Meet the new L.A. Unified student board member
It’s hard to be an effective politician when your vote doesn’t even count.
Karen Calderon has a plan for that.
The newest Los Angeles Unified School District student board member — elected by other high school student leaders in the district — will have a voice at school board meetings. At 16, she will be able to put items on the agenda up for discussion at meetings, comment and vote. But her vote is just advisory, so it doesn’t factor into decision-making.
“That was something that really really concerned me,“ Karen said. “We don’t have the resources to truly analyze every single piece that goes before the board.”
So she plans to dig into the issues she cares about — financial literacy, access to better drinking water, rigorous graduation standards — before board meetings. To make her voice count, she wants to talk to board members when they're making the decisions. It’s a strategy that Steve Zimmer, the (adult) board president himself, applauds.
“Karen senses that there are certain issues that seem to be decided before the meeting opens,” Zimmer said. “If the issue is important to her and whom she views as her constituents … I don’t think that Karen’s going to be shy about picking up the phone.”
The Alexander Hamilton High School senior is the second student board member in recent history, after thousands demanded a seat at the dais in a 2014 petition.
Karen senses that there are certain issues thatseem to be decided before the meeting opens.
— Steve Zimmer, L.A. Unified board president
The petition came from students in a civic leadership program through the United Way of Greater Los Angeles, who asked why they didn’t have more of a voice on the board, said Elmer Roldan, the nonprofit organization’s director of education programs and policy.
They found a state law that says that a student board position must be created if a certain number of students sign a petition asking a school district for one.
Though the prospect of representing those 650,000 voices is daunting, Karen has roots similar to a number of her peers. Karen’s parents are Salvadoran immigrants — her mother, a housekeeper for a family in the Pacific Palisades, stopped going to school after eighth grade to work in a candle factory; her dad stopped after second grade.
But Karen’s four older siblings have all graduated from high school and have either earned or are pursuing higher education degrees.
During the July 6 board meeting when she was sworn in, Karen thanked her mom, Marta Calderon, for giving her the strength to be successful.
Marta came to the U.S. 33 years ago at age 19. She left her 5-month-old son with her mother until she could afford to bring him to Los Angeles a year later. Marta’s older brother fled the violence of El Salvador first, then brought his siblings to the U.S.
“She’s always told us her story … how much she wanted us to succeed,” Karen said, sitting next to her mother.

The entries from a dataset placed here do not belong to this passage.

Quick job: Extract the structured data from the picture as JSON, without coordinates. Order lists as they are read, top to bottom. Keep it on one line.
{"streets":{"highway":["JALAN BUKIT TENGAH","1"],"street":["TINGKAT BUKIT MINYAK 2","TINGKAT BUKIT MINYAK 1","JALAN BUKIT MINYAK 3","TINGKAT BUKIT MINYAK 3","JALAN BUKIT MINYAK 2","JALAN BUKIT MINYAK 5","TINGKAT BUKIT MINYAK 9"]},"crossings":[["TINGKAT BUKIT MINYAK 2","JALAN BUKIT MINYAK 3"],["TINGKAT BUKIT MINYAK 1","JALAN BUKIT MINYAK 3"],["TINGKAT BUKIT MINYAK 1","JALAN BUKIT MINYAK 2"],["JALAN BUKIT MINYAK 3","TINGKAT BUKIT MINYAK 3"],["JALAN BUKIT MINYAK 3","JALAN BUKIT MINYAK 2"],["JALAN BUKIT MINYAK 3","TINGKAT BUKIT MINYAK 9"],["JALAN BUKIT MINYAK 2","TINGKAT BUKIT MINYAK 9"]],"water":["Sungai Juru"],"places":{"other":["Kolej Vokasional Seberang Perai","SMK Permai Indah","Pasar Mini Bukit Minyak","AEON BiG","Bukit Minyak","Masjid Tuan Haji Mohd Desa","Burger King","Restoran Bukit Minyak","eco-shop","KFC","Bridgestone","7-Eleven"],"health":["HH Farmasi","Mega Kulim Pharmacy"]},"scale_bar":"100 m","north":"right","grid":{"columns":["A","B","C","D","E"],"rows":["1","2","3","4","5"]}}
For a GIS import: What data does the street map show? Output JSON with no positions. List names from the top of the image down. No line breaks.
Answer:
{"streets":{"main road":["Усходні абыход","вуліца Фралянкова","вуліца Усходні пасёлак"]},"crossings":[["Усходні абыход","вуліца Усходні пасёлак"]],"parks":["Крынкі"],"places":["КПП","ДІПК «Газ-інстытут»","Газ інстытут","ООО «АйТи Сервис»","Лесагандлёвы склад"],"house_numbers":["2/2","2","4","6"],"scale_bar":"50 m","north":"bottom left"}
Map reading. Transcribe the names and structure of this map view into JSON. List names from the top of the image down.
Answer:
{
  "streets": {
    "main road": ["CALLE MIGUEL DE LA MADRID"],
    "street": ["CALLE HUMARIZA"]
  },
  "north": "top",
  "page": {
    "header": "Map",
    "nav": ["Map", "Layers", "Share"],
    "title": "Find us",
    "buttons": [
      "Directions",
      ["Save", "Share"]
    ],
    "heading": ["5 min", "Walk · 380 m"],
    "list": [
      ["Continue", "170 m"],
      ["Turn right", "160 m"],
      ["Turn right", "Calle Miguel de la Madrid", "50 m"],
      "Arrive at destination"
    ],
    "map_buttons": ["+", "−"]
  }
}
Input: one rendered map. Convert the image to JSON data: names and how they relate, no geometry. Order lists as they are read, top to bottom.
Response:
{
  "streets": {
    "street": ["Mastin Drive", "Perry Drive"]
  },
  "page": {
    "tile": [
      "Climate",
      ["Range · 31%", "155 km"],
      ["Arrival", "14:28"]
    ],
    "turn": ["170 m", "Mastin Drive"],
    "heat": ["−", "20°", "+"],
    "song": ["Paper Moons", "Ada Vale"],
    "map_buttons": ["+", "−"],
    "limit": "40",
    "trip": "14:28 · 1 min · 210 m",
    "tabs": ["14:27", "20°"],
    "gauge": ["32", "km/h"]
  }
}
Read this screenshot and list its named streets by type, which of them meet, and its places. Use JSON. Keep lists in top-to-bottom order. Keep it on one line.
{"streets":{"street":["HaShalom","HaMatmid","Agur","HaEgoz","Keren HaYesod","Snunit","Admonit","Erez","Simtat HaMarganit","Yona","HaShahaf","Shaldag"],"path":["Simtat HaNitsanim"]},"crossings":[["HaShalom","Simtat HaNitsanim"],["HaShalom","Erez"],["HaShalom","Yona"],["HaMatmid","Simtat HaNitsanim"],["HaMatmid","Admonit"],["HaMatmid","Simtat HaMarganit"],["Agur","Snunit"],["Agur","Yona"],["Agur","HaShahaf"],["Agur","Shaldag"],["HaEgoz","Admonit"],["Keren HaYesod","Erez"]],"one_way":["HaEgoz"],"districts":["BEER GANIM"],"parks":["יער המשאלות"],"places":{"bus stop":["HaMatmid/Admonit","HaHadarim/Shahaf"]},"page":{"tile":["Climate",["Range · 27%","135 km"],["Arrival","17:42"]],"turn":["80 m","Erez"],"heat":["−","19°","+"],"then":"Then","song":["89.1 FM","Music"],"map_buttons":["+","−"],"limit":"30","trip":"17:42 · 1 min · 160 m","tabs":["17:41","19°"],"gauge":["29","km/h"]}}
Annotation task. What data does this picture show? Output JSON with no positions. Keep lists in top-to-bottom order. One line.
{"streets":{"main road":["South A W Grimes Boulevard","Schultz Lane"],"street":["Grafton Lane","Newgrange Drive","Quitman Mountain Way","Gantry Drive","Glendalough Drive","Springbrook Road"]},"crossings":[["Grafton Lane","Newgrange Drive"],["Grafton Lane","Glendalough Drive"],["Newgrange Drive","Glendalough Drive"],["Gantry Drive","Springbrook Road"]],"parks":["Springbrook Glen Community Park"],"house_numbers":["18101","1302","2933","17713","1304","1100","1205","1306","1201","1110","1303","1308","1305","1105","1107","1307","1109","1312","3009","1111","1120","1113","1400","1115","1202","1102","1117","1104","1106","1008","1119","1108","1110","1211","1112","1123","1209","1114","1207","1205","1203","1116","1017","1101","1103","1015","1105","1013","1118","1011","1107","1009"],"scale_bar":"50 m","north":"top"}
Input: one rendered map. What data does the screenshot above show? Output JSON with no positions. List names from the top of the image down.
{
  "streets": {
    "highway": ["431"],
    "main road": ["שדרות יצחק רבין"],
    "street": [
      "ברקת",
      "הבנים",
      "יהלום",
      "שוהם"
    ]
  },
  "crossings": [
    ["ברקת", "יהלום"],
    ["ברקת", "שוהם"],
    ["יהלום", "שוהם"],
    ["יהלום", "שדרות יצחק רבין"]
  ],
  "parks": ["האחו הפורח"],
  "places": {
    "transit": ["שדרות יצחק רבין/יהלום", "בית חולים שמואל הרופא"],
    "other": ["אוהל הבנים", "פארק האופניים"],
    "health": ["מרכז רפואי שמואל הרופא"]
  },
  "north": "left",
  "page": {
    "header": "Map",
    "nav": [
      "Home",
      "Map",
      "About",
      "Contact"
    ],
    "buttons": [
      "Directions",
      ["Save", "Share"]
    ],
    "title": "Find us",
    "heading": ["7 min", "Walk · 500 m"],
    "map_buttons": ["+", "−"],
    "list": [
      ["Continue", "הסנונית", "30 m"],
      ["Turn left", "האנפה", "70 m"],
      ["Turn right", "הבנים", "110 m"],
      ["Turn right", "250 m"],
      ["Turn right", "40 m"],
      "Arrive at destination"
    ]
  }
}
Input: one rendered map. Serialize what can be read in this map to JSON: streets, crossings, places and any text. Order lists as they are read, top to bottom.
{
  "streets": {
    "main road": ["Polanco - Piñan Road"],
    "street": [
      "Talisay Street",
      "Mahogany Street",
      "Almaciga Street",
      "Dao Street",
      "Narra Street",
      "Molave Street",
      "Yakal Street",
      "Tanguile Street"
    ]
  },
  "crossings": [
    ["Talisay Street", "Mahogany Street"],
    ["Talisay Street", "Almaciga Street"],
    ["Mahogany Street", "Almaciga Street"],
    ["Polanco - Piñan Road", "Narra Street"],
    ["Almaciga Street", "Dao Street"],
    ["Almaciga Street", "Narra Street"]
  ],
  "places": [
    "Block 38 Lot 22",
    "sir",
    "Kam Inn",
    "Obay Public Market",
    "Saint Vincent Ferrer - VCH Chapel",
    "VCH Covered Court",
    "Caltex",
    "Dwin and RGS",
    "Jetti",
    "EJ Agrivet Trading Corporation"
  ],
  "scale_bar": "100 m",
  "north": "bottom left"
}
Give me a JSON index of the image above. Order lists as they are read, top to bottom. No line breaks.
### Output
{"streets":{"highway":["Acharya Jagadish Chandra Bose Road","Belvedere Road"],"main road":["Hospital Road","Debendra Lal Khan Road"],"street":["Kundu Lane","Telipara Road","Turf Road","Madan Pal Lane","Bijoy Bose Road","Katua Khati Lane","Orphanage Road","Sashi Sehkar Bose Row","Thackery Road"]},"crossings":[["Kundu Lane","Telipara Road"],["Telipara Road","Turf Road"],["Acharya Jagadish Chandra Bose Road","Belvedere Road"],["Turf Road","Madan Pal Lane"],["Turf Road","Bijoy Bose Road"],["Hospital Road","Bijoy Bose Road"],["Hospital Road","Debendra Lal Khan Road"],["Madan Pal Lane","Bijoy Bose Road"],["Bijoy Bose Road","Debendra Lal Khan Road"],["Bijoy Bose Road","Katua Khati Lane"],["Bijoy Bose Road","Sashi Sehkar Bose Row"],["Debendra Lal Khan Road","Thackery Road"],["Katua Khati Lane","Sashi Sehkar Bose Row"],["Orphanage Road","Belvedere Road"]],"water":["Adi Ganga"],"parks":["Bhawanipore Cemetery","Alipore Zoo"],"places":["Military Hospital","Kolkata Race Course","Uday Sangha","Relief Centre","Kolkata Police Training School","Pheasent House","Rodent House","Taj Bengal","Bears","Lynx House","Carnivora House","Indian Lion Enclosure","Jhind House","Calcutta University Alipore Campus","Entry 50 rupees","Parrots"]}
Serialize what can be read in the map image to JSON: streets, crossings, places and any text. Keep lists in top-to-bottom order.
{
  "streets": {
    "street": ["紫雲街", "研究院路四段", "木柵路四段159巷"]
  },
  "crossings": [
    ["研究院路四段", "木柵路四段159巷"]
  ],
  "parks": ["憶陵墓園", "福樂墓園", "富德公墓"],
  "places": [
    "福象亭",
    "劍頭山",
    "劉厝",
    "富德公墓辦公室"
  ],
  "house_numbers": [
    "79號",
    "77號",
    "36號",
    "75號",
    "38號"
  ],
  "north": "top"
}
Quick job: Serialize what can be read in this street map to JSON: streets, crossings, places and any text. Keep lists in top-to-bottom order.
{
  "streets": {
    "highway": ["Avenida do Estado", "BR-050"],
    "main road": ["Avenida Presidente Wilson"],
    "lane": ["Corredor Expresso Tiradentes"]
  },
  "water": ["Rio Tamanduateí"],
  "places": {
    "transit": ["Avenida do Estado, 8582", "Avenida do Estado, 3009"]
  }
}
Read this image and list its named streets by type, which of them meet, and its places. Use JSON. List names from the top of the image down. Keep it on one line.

When she was a little kid, Karen wanted to be a teacher, so her mom told her, “OK, teach,” she said. On vacations to visit family in El Salvador, Karen sat in the kitchen and pulled aunts and uncles in, creating impromptu English classes.
She’s assertive but informal, a combination that she thinks helped her get elected. While other candidates stood at the door to greet voters, Karen sat down and chatted with students at each table before telling them about her plans as a board member.
Some elements of her new duties make Karen nervous — she’ll take three advanced placement classes as a senior, including AP Calculus, and the schedule rotates so she won’t miss the same class every board meeting.
It’s not uncommon for school board meetings to run until 8 or 9 p.m., but Brenda Manuel, director of L.A. Unified’s student involvement, development and empowerment unit, said she tells student members to prioritize school and their health.
Another challenge is the sheer size of her constituency compared to the rest of the board. The seven board members each represent a section of Los Angeles Unified, the second-largest school district in the nation. Karen will be part of the superintendent’s student advisory committee to hear other student concerns, and she’ll partner with board members to attend community forums, she said.
Student board members also can’t attend closed-session meetings, which often go beyond their slated duration and include discussions and decisions involving personnel and litigation. That sometimes left the last student board member, Leon Popa, alone on the dais, missing French class.
Karen and Leon have talked a few times — every time, she said, he has told her to remember to enjoy being a student. In an interview with the district, Leon said, “the best advice I can give is to trust your own instincts when it comes to sharing ideas.”
Neither Zimmer nor board member Mónica García could point to a specific time when Leon’s comments swayed a board vote.
Garcia said the student voice is important, but there could be more effective ways to have input, like an entire student school board with representatives from every local district.
“[Karen] will get to walk outside … into the actual daylight,” board president Zimmer joked after Wednesday’s meeting ended at noon. “Don’t get used to that.”